Notamment, un récent rapport d’expertise collective de l’Agence nationale de sécurité sanitaire (ANSES) alerte déjà sur les risques d’addiction et de désocialisation liés à l’exposition prolongée aux technologies immersives8.

En définitive, le métavers, tout comme le reste des dispositifs numériques dans lesquels la société actuelle est immergée, doit être consommé en toute conscience de ses dangers potentiels, afin d’en extraire uniquement le meilleur.
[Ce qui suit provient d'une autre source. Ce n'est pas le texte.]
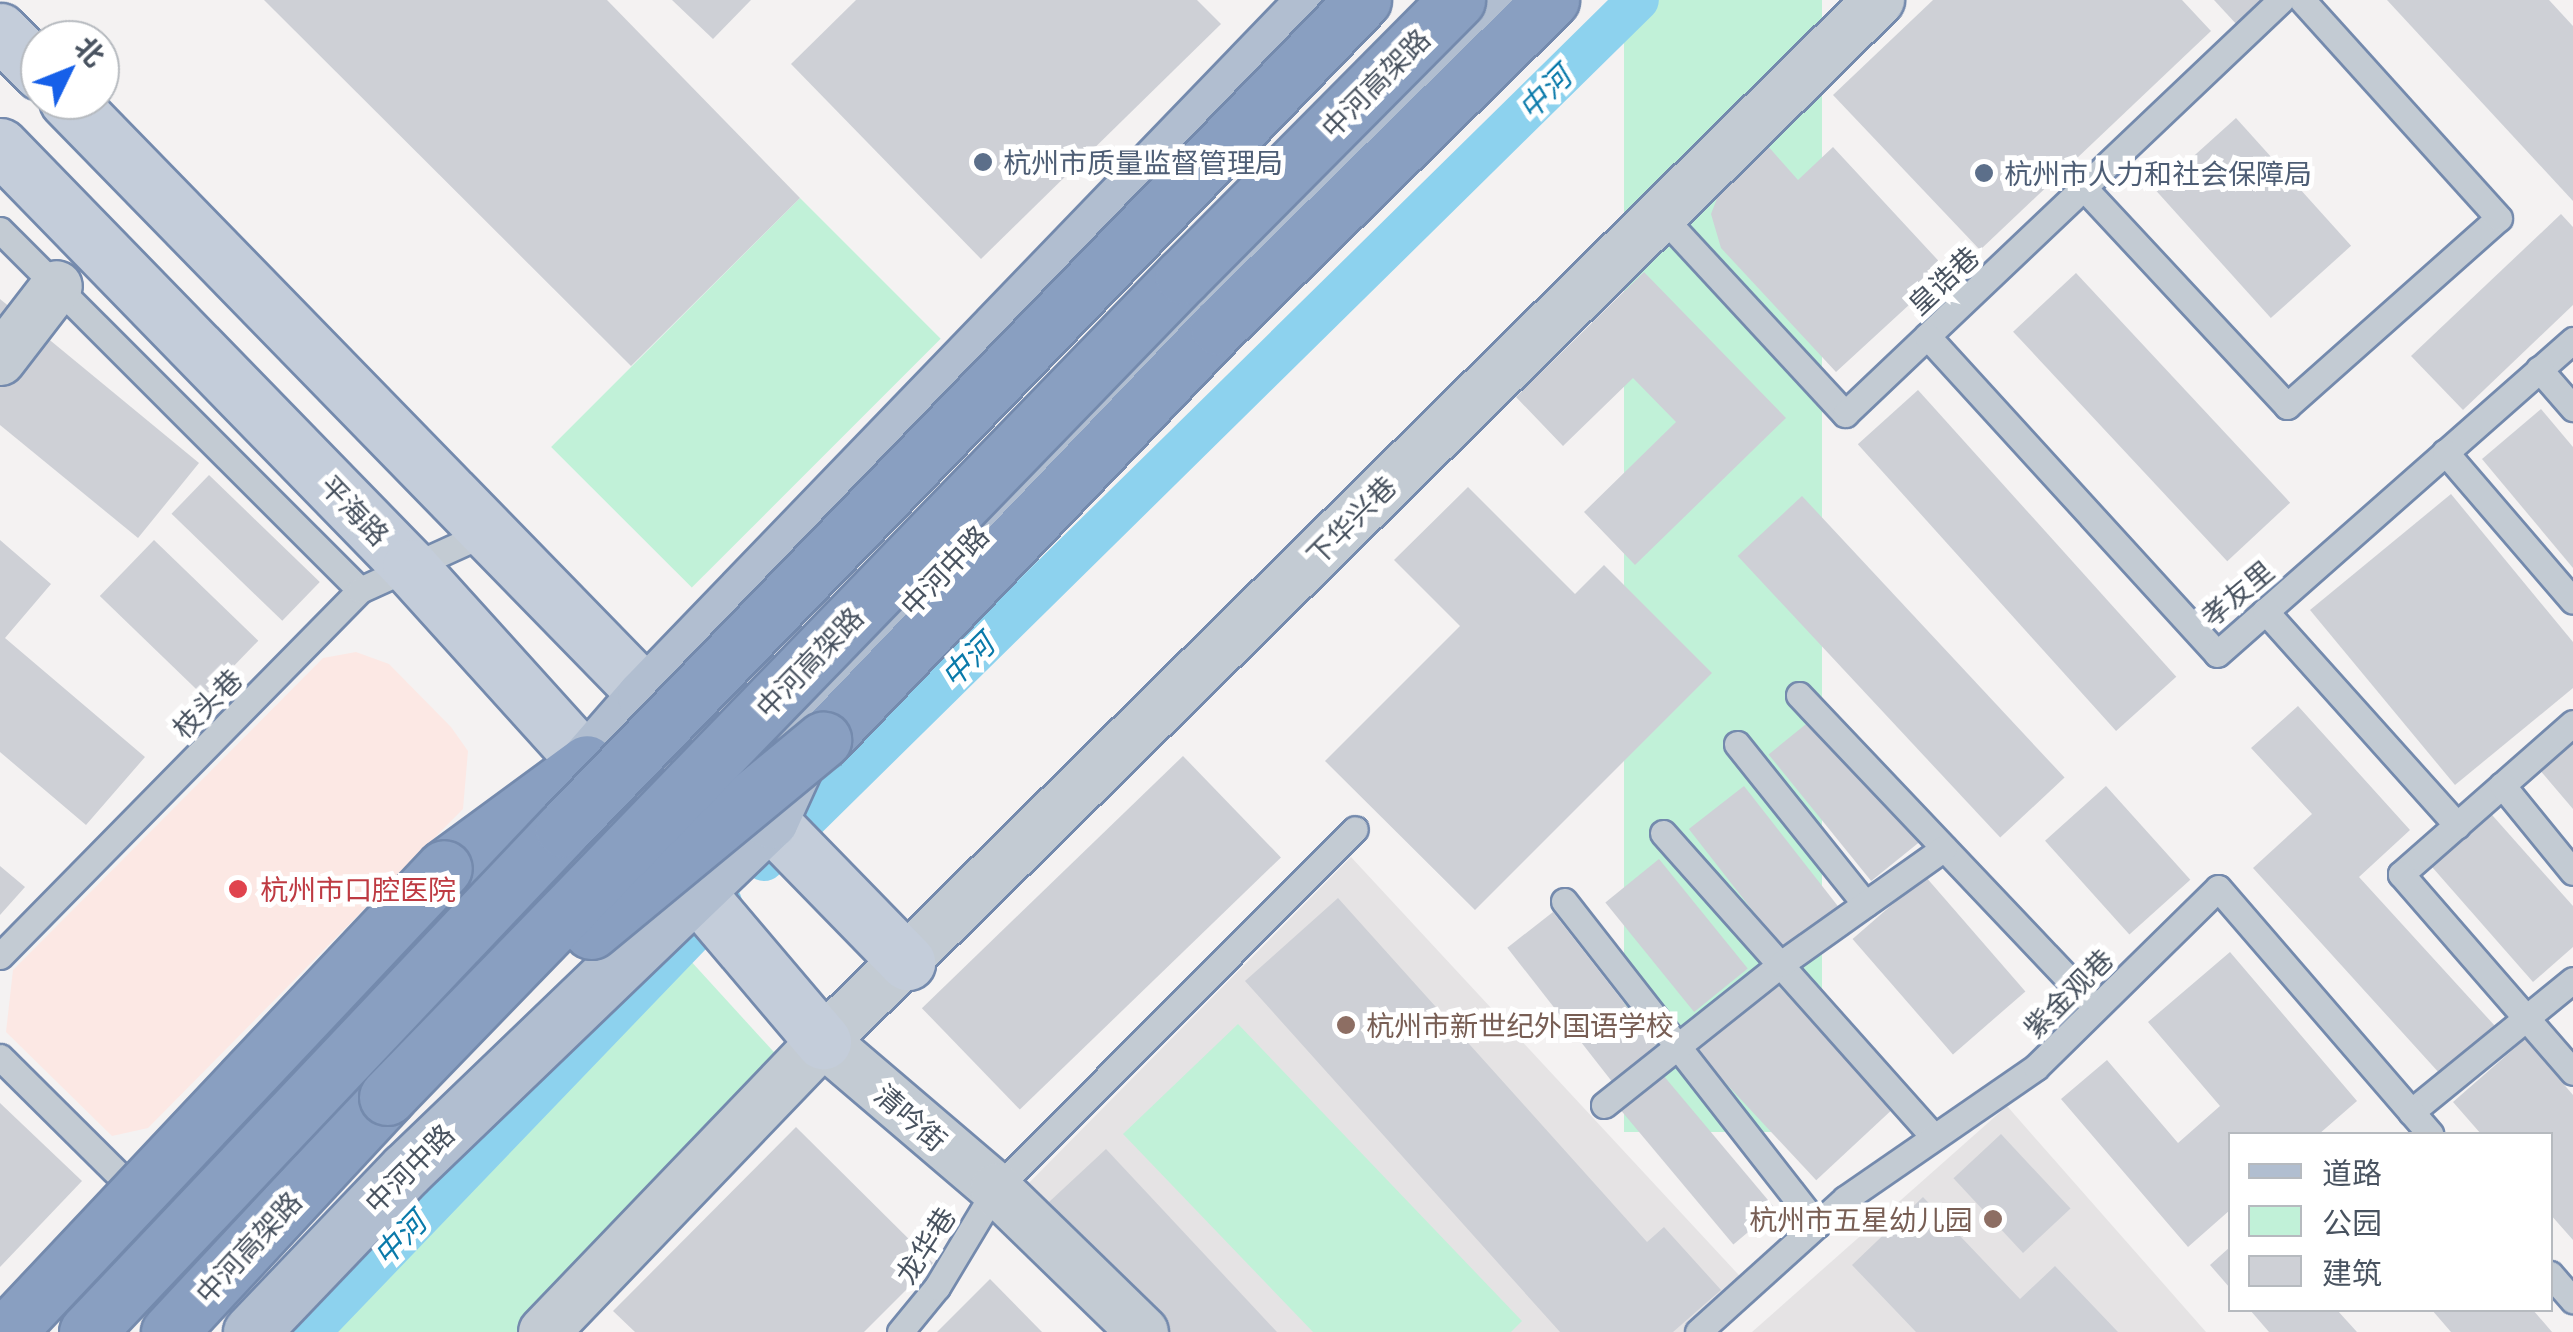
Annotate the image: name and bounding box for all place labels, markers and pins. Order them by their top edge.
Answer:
place label: 杭州市质量监督管理局 [1003,145,1283,179]
marker: 杭州市质量监督管理局 [972,151,994,173]
place label: 杭州市人力和社会保障局 [2004,156,2312,190]
marker: 杭州市人力和社会保障局 [1973,162,1995,184]
place label: 杭州市口腔医院 [260,872,456,906]
marker: 杭州市口腔医院 [225,876,251,902]
place label: 杭州市新世纪外国语学校 [1366,1008,1674,1042]
marker: 杭州市新世纪外国语学校 [1335,1014,1357,1036]
place label: 杭州市五星幼儿园 [1749,1202,1973,1236]
marker: 杭州市五星幼儿园 [1982,1208,2004,1230]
Mais sommes nous suffisamment sensibilisés aux potentiels risques et dérives de ces pratiques, mais aussi des technologies elles-mêmes?

Glossaire

NTF
Un NFT, ou non fungible token, est un jeton unique certifiant à son détenteur la propriété d’un bien numérique (objet de collection, item d’un jeu vidéo, œuvre d’art numérique, etc.) ou physique (œuvre d’art, immobilier et bien d’autres). Ils sont dit non fongibles car ils sont uniques, indivisibles et identifiables.

CRYPTOMONNAIE
La cryptomonnaie est un outil numérique de transfert de valeur de pair à pair (P2P), sécurisé par la cryptographie. Son registre de transactions est consigné dans une blockchain, et mis à jour par les détenteurs d’une monnaie Elles utilisent un système décentralisé pour enregistrer les transactions et émettre de nouvelles unités.

DAO
Un DAO (Decentralized Autonomous Organization), est une entité sans direction centrale qui fonctionne sur une blockchain. Les décisions sont prises par une communauté grâce à un système de vote électronique et un ensemble de règles définies. Il fonctionne à l’aide de contrats intelligents, qui sont essentiellement des morceaux de code qui s’exécutent automatiquement lorsqu’un ensemble de critères sont remplis.

EDGE COMPUTING
L’Edge Computing consiste à effectuer le traitement des données au plus près de leur source, plutôt que de les envoyer dans un centre de données centralisé ou dans un cloud. En plus de réduire les temps de réponse par un traitement de données plus rapide, il renforce leur confidentialité et leur sécurité en les gardant sur les serveurs locaux.

WEB 1.0 = WEB statique
Le Web 1.0 est la première phase du web, inventé par Sir Tim Berners-Lee en 1990 . Il est surnommé le « web passif » car il ne propose aucune interactivité et les pages sont statiques . Le contenu est à sens unique et l’utilisateur n’en est qu’un simple lecteur . Le but de son créateur était de connecter les informations et de les rendre accessibles à tous .

WEB 2.0 = WEB social
Le Web 2.0 est caractérisé par plus de simplicité et d’interactivité. Cela concerne en particulier les interfaces et les échanges permettant aux internautes ayant peu de connaissances techniques de s’approprier des fonctionnalités du Web . Ils peuvent contribuer à l’échange d’informations et interagir de façon simple, à la fois au niveau du contenu et de la structure des pages, et entre eux.

WEB 3.0 = WEB sémantique
Le Web sémantique vise à structurer et enrichir les données et les contenus des pages Web avec des métadonnées interprétables par les machines. Le but est de faciliter et d’optimiser l’échange, l’intégration et la réutilisation des informations sur le Web. Il offre un accès plus facile aux informations pertinentes, ainsi qu’une meilleure compréhension des données

WEB 3 = WEB décentralisé
Le Web3 est un internet décentralisé exploitant la technologie des blockchain, assurant plus de confidentialité et un meilleur contrôle de ses données personnelles par l’internaute.